Muitos ex-militares que ingressaram na administração pública continuam sem ver contabilizado o seu tempo de serviço para efeitos de carreira e remuneração. O Bloco de Esquerda acaba de questionar o Governo da República sobre este problema que se arrasta há demasiado tempo, e que afeta também trabalhadores da administração pública regional nos Açores.
Apesar de o Orçamento de Estado prever a contabilização da avaliação obtida pelos ex-militares das Forças Armadas após ingresso na administração pública, esta injustiça persiste.
Esta questão já mereceu a intervenção da Provedora de Justiça que, perante a inércia do Governo, em dezembro de 2022, deu razão às reivindicações dos ex-militares e recomendou ao Governo que fosse assegurada a efetiva contabilização da avaliação destes trabalhadores para efeitos de progressão da carreira.
Em resposta à recomendação da Provedora de Justiça, o governo, em janeiro de 2023, emitiu uma Orientação Técnica para a contabilização da avaliação obtida pelos ex-militares das Forças Armadas que prestaram serviço no regime de contrato e de contrato especial, após ingresso na Administração Pública.
“Todavia, esta orientação técnica manteve inalterada a situação de muitos ex-militares e criou um quadro de desigualdade, com base nos critérios fixados, não só em função do tempo, como também da mudança de carreiras que possam ter decorrido durante aquele período”, alerta o Bloco de Esquerda no requerimento dirigido ao Ministério da Presidência.
Os ex-militares veem, mais uma vez, os seus direitos laborais serem colocados em causa, sem que exista uma resposta justa, por parte do Governo.
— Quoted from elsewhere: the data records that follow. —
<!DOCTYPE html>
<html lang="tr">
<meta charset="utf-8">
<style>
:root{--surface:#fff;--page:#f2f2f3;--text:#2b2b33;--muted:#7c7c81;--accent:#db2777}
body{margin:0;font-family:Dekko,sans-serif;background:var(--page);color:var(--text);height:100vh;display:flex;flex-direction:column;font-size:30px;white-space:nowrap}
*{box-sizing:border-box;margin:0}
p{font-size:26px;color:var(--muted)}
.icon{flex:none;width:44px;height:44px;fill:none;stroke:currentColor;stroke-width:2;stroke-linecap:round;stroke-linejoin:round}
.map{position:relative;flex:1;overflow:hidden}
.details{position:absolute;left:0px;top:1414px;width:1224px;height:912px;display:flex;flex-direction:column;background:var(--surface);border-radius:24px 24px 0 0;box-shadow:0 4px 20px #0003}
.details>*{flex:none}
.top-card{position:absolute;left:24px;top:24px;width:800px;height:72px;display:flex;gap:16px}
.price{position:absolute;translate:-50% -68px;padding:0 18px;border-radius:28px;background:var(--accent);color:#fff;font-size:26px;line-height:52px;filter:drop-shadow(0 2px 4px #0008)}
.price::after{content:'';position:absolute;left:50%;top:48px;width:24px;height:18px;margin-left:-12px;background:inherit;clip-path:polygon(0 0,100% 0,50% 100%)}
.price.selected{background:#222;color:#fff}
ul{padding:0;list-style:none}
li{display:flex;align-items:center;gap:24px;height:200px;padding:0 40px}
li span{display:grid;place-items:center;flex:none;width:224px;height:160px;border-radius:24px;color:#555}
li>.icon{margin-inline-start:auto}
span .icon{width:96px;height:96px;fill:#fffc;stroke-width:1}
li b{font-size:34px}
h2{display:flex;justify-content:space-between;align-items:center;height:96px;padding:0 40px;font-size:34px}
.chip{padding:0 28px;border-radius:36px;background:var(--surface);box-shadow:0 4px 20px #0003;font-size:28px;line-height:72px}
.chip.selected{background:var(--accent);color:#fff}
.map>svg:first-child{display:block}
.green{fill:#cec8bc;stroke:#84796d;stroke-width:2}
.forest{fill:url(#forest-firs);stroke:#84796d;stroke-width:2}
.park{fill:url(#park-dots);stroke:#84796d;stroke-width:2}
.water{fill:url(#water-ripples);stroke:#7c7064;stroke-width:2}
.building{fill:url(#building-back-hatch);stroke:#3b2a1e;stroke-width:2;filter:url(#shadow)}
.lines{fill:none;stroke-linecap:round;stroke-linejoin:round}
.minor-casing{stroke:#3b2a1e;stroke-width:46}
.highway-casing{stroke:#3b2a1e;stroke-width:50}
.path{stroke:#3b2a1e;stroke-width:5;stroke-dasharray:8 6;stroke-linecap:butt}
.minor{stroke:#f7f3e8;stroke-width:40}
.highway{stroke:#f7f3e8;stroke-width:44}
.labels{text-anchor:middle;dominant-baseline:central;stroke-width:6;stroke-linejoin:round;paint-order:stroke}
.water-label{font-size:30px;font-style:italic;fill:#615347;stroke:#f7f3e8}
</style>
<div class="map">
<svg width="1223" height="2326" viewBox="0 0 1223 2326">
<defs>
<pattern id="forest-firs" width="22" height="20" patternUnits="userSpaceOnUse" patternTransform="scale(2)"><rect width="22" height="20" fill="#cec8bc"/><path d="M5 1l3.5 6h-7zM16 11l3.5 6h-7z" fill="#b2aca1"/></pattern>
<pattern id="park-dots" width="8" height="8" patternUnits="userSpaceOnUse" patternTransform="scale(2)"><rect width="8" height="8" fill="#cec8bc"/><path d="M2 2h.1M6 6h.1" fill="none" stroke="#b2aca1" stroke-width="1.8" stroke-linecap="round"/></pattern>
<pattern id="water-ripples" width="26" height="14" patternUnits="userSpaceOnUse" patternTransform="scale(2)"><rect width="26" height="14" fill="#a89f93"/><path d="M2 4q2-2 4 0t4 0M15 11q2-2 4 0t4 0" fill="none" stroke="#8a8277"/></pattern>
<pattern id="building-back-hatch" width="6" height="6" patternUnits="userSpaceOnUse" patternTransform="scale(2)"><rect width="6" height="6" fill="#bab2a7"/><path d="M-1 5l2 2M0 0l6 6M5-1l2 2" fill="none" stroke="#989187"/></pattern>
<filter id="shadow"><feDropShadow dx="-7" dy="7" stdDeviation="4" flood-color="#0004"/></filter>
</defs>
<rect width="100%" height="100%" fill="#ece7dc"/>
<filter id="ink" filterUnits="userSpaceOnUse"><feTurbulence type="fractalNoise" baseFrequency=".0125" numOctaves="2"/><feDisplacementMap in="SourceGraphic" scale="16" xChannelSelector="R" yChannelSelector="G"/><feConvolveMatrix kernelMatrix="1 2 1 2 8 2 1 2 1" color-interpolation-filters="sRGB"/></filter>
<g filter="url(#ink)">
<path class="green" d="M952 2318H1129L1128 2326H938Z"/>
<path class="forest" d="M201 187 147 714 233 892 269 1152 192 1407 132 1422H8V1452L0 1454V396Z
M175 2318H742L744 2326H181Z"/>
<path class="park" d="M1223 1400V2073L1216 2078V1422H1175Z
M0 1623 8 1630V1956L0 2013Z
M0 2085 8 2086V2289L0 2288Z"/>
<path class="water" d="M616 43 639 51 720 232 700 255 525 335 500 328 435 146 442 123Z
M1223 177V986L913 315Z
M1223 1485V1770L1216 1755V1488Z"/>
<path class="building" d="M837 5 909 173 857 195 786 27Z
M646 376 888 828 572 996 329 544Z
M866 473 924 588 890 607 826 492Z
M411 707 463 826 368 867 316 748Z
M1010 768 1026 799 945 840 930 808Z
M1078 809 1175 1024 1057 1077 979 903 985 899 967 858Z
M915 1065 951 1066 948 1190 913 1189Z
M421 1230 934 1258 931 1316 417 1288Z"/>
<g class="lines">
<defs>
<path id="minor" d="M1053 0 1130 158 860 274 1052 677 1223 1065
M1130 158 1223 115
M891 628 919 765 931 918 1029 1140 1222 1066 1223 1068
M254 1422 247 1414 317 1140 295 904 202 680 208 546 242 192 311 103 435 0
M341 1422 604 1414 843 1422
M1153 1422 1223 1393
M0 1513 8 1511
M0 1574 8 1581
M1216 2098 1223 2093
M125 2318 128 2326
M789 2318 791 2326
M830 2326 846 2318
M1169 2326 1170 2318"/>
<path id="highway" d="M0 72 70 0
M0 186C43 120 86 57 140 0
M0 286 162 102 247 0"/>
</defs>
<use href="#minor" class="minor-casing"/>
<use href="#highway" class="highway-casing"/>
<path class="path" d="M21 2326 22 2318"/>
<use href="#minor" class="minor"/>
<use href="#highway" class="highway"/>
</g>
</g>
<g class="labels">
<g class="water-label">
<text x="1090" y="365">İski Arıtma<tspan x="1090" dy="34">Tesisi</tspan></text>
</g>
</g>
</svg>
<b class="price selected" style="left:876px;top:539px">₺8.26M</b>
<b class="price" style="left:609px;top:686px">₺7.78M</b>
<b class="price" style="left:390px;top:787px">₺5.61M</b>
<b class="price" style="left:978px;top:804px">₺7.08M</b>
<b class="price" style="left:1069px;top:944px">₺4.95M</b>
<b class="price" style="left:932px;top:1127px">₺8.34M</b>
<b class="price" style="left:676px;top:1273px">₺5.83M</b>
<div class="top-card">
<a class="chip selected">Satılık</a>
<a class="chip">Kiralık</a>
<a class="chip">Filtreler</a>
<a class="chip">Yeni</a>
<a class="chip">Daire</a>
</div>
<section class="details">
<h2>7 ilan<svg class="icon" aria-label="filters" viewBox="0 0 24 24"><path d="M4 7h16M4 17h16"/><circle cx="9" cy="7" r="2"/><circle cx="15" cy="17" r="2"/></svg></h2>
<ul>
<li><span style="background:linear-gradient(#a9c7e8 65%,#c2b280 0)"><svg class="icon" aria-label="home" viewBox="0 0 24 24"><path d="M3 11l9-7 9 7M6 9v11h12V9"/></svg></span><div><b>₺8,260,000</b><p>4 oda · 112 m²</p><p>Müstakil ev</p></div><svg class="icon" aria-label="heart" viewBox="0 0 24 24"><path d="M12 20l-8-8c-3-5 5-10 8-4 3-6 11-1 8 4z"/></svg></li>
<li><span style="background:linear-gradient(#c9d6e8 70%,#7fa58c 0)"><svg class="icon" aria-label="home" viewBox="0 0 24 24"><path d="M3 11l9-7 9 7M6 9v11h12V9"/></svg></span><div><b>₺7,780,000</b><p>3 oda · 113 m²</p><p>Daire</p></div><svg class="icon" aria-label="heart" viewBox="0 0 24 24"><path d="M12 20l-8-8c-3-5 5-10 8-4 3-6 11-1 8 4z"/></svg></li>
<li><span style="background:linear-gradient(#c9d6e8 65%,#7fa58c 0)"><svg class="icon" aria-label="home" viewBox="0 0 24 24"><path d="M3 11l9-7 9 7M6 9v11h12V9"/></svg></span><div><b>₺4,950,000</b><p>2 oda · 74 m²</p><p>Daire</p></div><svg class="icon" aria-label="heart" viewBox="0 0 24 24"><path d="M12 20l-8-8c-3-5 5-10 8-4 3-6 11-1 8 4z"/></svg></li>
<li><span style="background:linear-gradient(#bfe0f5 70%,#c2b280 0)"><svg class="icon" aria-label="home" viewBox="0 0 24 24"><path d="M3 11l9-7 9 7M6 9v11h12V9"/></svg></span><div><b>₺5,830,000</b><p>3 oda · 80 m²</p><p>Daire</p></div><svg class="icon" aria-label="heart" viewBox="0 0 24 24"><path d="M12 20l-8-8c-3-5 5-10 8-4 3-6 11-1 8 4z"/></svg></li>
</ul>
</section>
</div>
Num momento em que o aumento do custo de vida devido ao aumento desmesurado dos preços dos bens, particularmente dos bens essenciais, e dos lucros das grandes empresas que os comercializam, aumentou as desigualdades sociais e retirou valor real aos salários é urgente garantir que uma situação que se arrasta há demasiados anos encontra uma solução que tem de passar pela recuperação da carreira destes trabalhadores, à qual tem de corresponder a justa posição remuneratória.
O Bloco de Esquerda sabe que esta injustiça atinge também trabalhadores da administração pública nos Açores, como, aliás, ficou também confirmado pelo Governo Regional em resposta a um requerimento do Bloco em dezembro de 2021.